Failure modes: Domain shift between training and test scanners causes catastrophic performance drops (Dice drop of 20-30%). Annotator disagreement — models trained on one annotator's style fail with another's labels. Rare finding segmentation — lesions with <10 training examples are unreliable.
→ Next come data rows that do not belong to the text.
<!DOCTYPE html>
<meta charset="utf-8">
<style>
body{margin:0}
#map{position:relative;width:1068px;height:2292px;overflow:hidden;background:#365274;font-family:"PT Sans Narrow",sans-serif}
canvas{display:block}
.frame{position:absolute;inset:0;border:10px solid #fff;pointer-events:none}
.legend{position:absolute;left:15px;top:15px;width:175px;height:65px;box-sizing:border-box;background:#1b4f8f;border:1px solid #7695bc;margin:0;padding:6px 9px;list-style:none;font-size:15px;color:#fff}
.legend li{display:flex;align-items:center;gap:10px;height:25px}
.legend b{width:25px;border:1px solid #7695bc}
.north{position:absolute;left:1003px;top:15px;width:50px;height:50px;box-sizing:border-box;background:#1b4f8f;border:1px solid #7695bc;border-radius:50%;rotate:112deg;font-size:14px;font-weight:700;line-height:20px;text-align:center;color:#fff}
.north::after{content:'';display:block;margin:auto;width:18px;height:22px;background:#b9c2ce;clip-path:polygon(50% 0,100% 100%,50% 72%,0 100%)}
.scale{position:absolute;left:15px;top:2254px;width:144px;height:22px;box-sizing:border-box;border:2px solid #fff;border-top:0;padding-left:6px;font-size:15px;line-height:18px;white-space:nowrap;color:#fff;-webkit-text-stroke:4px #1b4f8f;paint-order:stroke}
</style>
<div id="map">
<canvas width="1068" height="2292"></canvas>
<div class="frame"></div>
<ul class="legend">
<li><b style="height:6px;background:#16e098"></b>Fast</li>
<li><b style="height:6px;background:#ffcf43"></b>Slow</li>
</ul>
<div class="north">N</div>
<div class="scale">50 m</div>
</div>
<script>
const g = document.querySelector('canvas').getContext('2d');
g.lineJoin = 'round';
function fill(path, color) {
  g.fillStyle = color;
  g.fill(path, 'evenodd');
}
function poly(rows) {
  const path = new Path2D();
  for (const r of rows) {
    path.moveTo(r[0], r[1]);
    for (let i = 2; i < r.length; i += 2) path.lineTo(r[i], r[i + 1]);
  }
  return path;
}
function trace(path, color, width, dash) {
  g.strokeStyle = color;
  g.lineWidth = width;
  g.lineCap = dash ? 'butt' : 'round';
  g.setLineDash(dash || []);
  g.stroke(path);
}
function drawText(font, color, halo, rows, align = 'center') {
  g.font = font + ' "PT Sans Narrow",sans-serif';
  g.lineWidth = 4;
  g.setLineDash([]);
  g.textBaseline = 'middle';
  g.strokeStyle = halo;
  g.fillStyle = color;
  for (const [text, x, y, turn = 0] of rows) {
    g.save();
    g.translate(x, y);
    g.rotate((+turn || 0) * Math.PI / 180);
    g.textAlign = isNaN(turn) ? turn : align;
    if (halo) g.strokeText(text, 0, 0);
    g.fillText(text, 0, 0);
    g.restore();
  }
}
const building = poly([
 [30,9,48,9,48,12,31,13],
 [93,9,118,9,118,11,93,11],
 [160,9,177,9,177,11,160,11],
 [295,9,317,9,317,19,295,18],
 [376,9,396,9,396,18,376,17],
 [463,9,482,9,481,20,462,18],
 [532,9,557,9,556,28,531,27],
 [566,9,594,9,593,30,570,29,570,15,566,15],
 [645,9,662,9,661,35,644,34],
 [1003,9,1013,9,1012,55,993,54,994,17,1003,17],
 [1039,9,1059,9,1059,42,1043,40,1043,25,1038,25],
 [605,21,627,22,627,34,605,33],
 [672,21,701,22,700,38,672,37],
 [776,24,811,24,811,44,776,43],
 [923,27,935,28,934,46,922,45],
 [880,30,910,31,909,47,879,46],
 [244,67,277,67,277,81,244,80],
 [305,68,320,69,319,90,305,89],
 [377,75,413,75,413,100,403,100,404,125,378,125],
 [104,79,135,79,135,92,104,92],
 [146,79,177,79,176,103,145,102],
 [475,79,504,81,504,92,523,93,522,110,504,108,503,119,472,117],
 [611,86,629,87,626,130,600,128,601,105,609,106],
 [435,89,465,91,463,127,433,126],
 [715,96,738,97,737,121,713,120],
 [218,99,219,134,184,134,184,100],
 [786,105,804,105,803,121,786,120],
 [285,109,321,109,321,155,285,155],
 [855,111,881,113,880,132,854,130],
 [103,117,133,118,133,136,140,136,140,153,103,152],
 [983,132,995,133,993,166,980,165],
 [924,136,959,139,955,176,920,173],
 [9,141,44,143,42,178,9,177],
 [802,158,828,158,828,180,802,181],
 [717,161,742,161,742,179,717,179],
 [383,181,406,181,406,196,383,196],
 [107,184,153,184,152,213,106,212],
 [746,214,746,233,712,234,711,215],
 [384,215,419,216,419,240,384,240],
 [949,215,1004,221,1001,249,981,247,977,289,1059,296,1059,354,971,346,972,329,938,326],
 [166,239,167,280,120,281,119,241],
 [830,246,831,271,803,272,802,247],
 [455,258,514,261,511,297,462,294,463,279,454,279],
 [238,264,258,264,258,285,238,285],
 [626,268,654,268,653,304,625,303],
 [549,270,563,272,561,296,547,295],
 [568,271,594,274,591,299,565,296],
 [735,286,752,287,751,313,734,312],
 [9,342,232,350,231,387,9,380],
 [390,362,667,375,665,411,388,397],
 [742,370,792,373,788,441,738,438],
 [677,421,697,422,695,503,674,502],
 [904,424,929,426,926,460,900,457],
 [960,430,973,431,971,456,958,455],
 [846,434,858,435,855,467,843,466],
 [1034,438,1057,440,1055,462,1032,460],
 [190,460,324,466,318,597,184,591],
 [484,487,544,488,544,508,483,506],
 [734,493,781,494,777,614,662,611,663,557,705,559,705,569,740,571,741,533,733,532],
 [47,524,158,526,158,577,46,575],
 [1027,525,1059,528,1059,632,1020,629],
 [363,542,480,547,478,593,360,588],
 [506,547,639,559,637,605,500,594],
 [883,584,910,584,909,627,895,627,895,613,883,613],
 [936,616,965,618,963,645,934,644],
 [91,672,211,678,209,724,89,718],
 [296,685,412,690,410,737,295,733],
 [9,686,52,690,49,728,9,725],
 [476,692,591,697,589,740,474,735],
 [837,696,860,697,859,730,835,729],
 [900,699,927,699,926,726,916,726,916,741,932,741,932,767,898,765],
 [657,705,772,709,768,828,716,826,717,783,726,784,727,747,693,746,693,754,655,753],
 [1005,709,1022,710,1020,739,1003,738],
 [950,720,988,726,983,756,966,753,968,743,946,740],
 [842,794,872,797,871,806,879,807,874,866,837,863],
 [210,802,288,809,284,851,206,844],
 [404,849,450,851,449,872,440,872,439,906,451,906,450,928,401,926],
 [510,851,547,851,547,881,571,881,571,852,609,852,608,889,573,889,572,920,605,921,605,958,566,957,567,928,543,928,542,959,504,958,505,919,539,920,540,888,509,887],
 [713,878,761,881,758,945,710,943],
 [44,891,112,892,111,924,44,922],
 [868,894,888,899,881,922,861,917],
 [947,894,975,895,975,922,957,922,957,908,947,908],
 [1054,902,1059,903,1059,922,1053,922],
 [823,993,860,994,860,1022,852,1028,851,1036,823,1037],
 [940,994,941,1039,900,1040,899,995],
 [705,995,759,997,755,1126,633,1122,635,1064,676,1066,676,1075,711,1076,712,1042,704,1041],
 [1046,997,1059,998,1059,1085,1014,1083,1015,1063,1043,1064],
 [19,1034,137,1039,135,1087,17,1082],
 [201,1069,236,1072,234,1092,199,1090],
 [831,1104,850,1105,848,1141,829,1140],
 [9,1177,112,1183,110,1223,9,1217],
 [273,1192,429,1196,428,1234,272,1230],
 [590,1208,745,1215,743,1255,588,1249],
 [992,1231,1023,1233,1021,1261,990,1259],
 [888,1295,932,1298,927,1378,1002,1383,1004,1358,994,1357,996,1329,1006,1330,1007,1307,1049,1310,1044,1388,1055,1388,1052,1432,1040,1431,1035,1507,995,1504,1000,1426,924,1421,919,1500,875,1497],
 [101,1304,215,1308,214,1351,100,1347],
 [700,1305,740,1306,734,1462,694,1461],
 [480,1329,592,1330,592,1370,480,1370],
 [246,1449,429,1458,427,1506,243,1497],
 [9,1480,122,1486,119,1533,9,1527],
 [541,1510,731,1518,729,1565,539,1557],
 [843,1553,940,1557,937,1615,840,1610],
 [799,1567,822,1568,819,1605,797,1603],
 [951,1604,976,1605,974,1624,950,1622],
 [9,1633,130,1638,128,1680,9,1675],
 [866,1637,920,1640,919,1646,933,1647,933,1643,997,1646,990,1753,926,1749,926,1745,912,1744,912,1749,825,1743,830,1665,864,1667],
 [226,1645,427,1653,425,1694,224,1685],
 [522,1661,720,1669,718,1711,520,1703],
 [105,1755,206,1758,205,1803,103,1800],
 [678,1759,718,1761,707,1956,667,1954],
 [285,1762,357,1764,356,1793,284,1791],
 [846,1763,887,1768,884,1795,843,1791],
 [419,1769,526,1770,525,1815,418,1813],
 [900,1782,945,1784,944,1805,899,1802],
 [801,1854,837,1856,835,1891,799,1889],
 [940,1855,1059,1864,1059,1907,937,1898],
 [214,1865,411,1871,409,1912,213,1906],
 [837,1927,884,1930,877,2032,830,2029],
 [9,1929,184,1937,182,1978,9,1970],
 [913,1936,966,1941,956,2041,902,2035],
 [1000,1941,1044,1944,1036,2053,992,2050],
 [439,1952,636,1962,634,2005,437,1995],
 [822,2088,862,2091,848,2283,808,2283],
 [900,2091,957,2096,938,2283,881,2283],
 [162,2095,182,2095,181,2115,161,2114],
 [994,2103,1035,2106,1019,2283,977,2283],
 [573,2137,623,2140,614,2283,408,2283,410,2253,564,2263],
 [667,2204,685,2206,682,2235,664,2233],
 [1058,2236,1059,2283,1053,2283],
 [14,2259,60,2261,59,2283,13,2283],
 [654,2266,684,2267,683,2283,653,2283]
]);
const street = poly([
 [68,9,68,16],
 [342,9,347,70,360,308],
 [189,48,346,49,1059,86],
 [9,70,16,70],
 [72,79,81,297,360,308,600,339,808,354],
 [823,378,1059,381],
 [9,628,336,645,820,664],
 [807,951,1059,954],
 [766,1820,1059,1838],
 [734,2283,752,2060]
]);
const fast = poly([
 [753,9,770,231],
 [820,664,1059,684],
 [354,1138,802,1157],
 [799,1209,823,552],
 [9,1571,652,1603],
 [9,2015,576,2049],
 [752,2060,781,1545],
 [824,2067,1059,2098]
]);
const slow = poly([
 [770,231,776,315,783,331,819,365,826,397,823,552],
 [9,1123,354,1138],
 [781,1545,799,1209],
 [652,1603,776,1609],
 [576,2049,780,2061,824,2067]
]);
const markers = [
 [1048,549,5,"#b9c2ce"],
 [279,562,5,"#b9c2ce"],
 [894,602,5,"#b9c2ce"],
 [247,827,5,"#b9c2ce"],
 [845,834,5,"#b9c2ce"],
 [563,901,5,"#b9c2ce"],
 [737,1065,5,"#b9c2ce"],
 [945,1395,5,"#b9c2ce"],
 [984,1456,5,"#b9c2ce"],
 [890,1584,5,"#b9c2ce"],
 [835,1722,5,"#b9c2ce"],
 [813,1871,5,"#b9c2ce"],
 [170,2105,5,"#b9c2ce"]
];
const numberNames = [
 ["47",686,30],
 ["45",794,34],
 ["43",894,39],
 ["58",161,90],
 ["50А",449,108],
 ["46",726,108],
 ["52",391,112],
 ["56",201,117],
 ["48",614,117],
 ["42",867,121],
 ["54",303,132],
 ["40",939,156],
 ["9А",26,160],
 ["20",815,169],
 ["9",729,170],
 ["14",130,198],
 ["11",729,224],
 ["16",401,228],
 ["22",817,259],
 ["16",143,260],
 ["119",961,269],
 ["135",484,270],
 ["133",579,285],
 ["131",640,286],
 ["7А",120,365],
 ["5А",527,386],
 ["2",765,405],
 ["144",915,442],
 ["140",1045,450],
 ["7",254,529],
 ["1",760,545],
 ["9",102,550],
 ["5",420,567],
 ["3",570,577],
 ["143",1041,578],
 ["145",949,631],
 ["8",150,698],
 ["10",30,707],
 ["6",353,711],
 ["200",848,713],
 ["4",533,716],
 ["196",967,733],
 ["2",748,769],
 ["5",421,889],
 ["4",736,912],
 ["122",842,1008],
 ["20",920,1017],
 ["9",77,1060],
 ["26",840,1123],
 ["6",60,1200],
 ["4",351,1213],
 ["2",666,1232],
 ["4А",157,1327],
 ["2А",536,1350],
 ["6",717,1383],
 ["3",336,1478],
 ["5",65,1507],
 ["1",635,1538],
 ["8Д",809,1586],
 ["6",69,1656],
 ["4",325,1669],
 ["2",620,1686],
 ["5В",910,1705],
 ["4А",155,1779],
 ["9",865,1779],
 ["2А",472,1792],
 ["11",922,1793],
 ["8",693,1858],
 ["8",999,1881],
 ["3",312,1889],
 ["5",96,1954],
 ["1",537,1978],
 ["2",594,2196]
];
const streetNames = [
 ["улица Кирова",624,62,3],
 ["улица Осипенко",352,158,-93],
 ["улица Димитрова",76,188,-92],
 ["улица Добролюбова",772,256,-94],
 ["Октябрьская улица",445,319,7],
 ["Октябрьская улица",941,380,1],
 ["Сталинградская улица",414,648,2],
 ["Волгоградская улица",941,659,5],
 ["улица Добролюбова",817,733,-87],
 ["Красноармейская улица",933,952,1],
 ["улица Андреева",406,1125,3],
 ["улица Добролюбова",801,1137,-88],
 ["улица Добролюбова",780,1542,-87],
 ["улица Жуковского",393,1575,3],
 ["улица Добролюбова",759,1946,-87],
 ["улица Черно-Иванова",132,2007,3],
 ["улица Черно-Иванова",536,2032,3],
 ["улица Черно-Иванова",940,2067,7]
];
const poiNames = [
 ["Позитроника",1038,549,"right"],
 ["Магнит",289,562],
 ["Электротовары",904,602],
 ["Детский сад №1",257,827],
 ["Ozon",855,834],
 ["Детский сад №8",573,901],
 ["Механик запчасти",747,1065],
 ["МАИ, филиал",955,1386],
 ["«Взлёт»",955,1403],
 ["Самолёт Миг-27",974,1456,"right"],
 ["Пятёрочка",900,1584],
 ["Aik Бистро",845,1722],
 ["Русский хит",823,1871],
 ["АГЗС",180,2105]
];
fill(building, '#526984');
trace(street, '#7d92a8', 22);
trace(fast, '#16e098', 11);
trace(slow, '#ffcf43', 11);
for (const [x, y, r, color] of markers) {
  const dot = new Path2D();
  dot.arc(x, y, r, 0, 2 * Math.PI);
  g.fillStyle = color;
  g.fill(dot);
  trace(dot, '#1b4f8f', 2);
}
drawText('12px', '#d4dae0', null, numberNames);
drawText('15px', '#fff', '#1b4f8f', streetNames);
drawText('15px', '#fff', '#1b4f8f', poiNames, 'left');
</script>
Out-of-distribution pathology — novel disease variants not in training data.

Evaluating[edit]

Medical segmentation evaluation:

  1. Dice coefficient: primary metric; report per-structure for multi-class tasks.
  2. Hausdorff Distance 95th percentile (HD95): measures boundary accuracy; complements Dice for clinical relevance.
  3. Volume error: absolute and relative volume difference; clinically important for radiotherapy.
  4. Prospective clinical validation: test in the actual clinical workflow with prospective cases.
  5. Inter-observer variability: compare model performance to human-human disagreement — model should not exceed human disagreement.

Creating[edit]

Deploying medical segmentation AI:

  1. Start with nnU-Net — it auto-configures and routinely beats custom models.
  2. Data: minimum 30–50 annotated cases; more for rare structures/pathology.
  3. Multi-site validation: test on data from different hospitals/scanners than training.
  4. Clinical integration: DICOM RT-STRUCT output for radiotherapy; FHIR integration for EHR.
  5. QA workflow: every AI segmentation reviewed and approved by radiologist before clinical use.
  6. Regulatory: FDA 510(k) or CE Mark required for clinical deployment in US/EU; document training data, performance, and bias analysis.